ACTIVITY: Among the entries below, find how many lines carry the word "streets" and state only that figure.

WORKING DATA:
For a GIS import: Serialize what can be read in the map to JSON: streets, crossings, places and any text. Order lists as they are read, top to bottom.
...
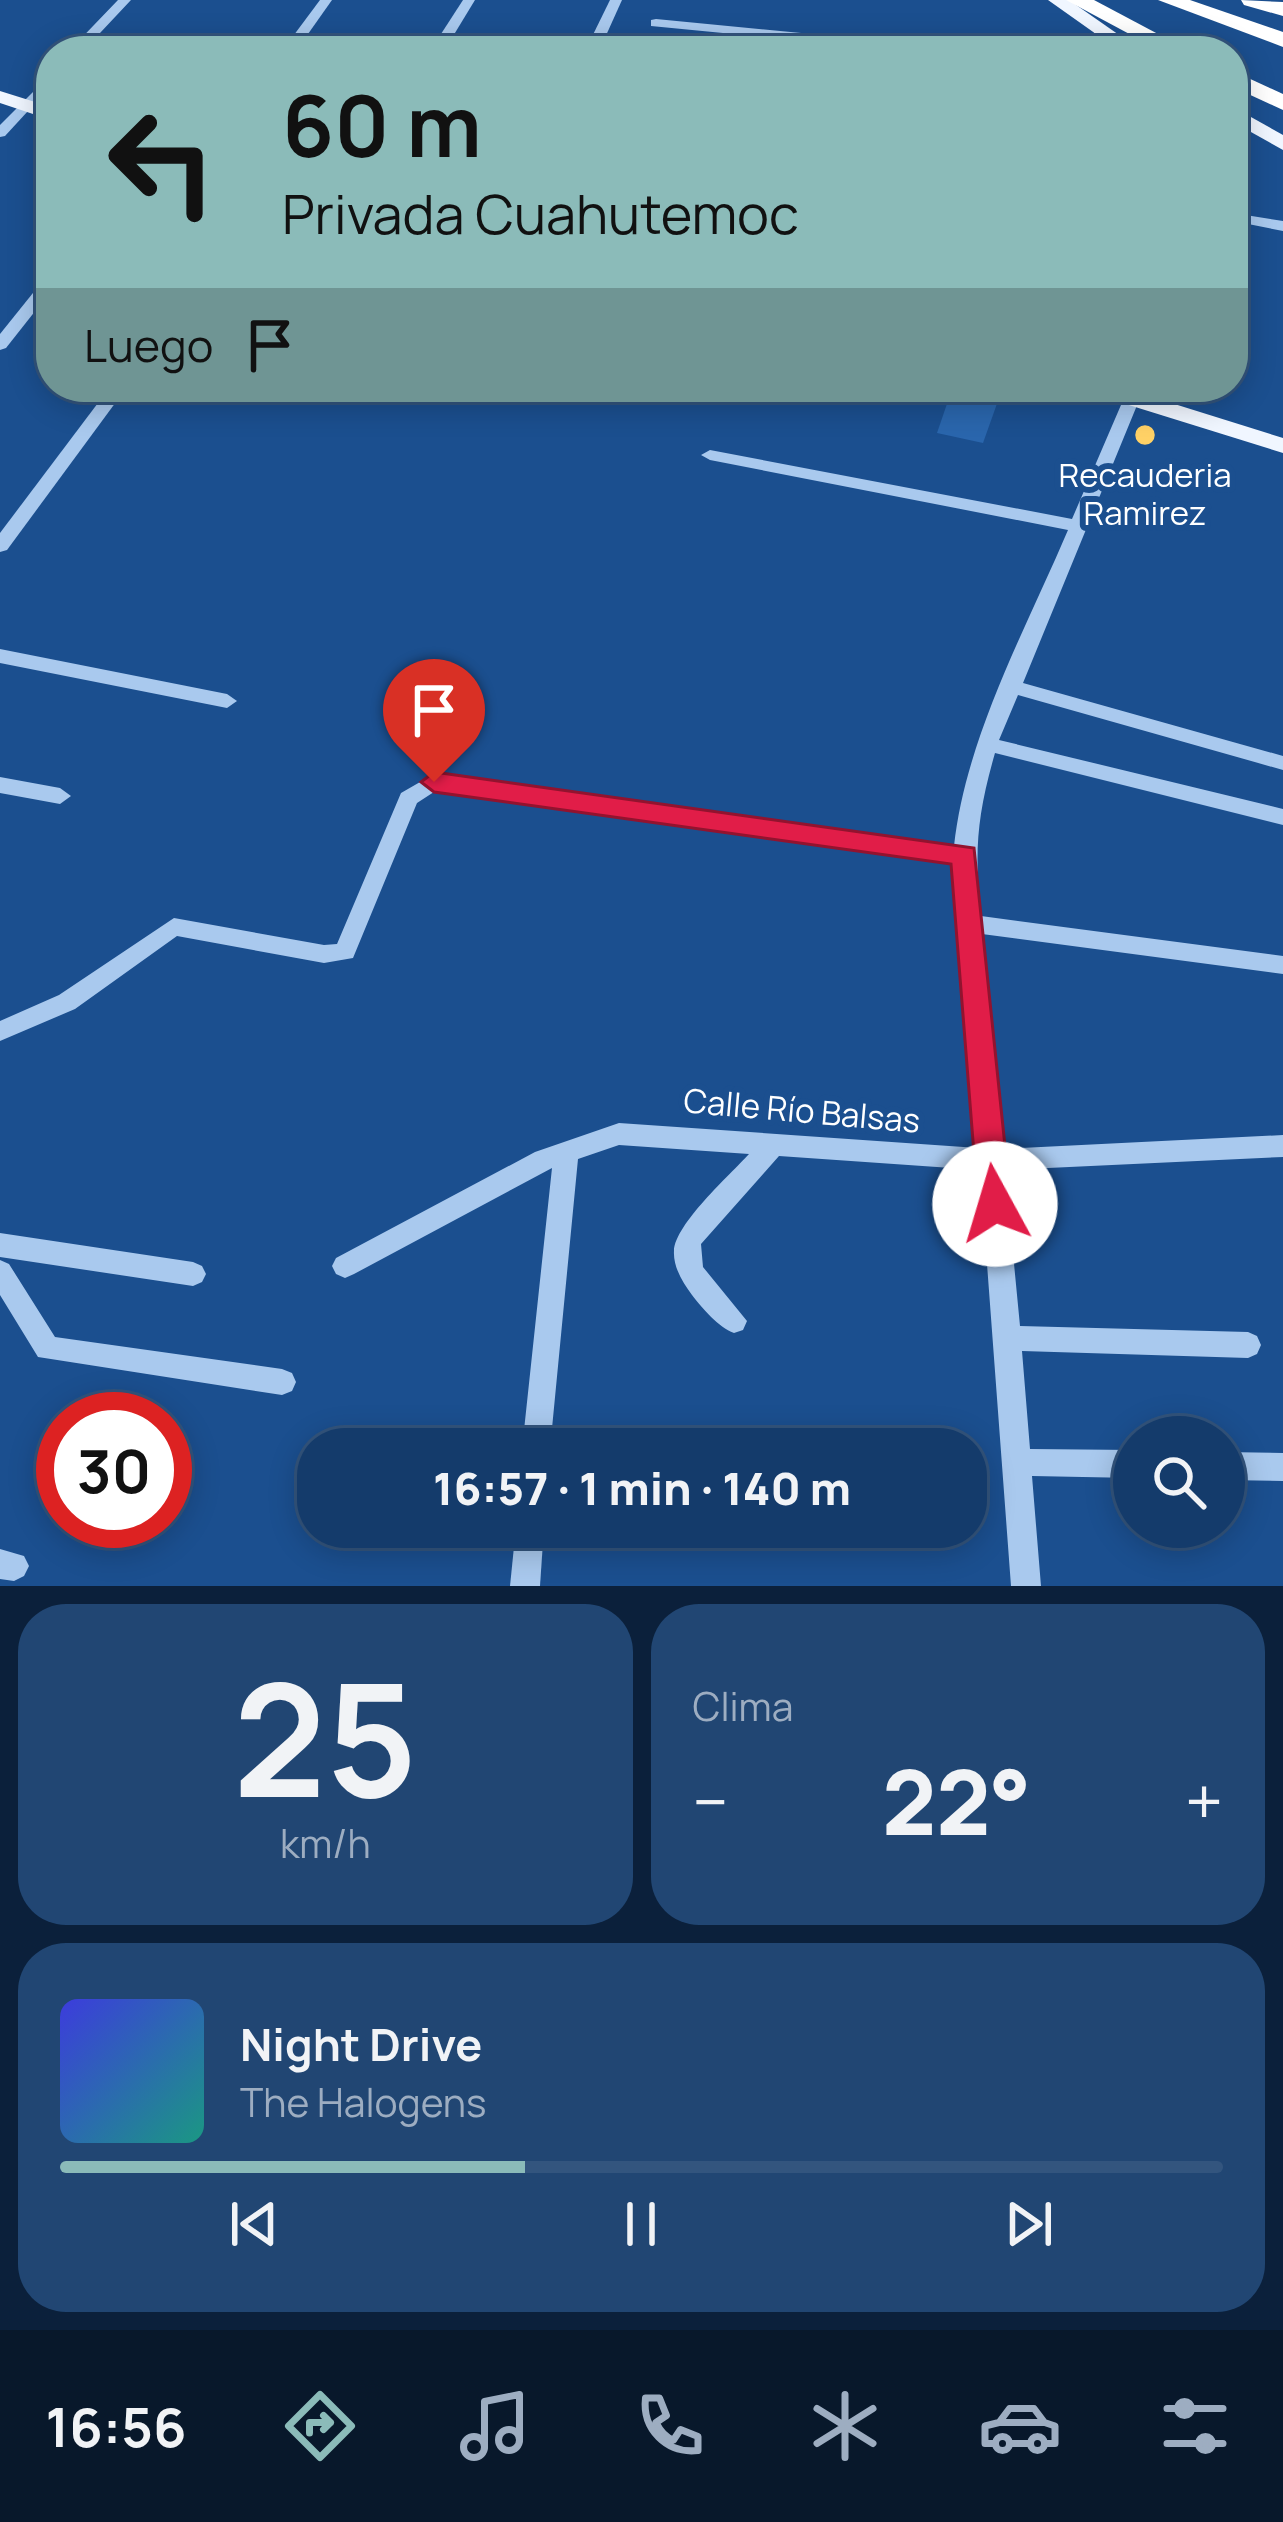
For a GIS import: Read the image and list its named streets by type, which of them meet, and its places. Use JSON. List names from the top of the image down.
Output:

RESPONSE BELOW: 2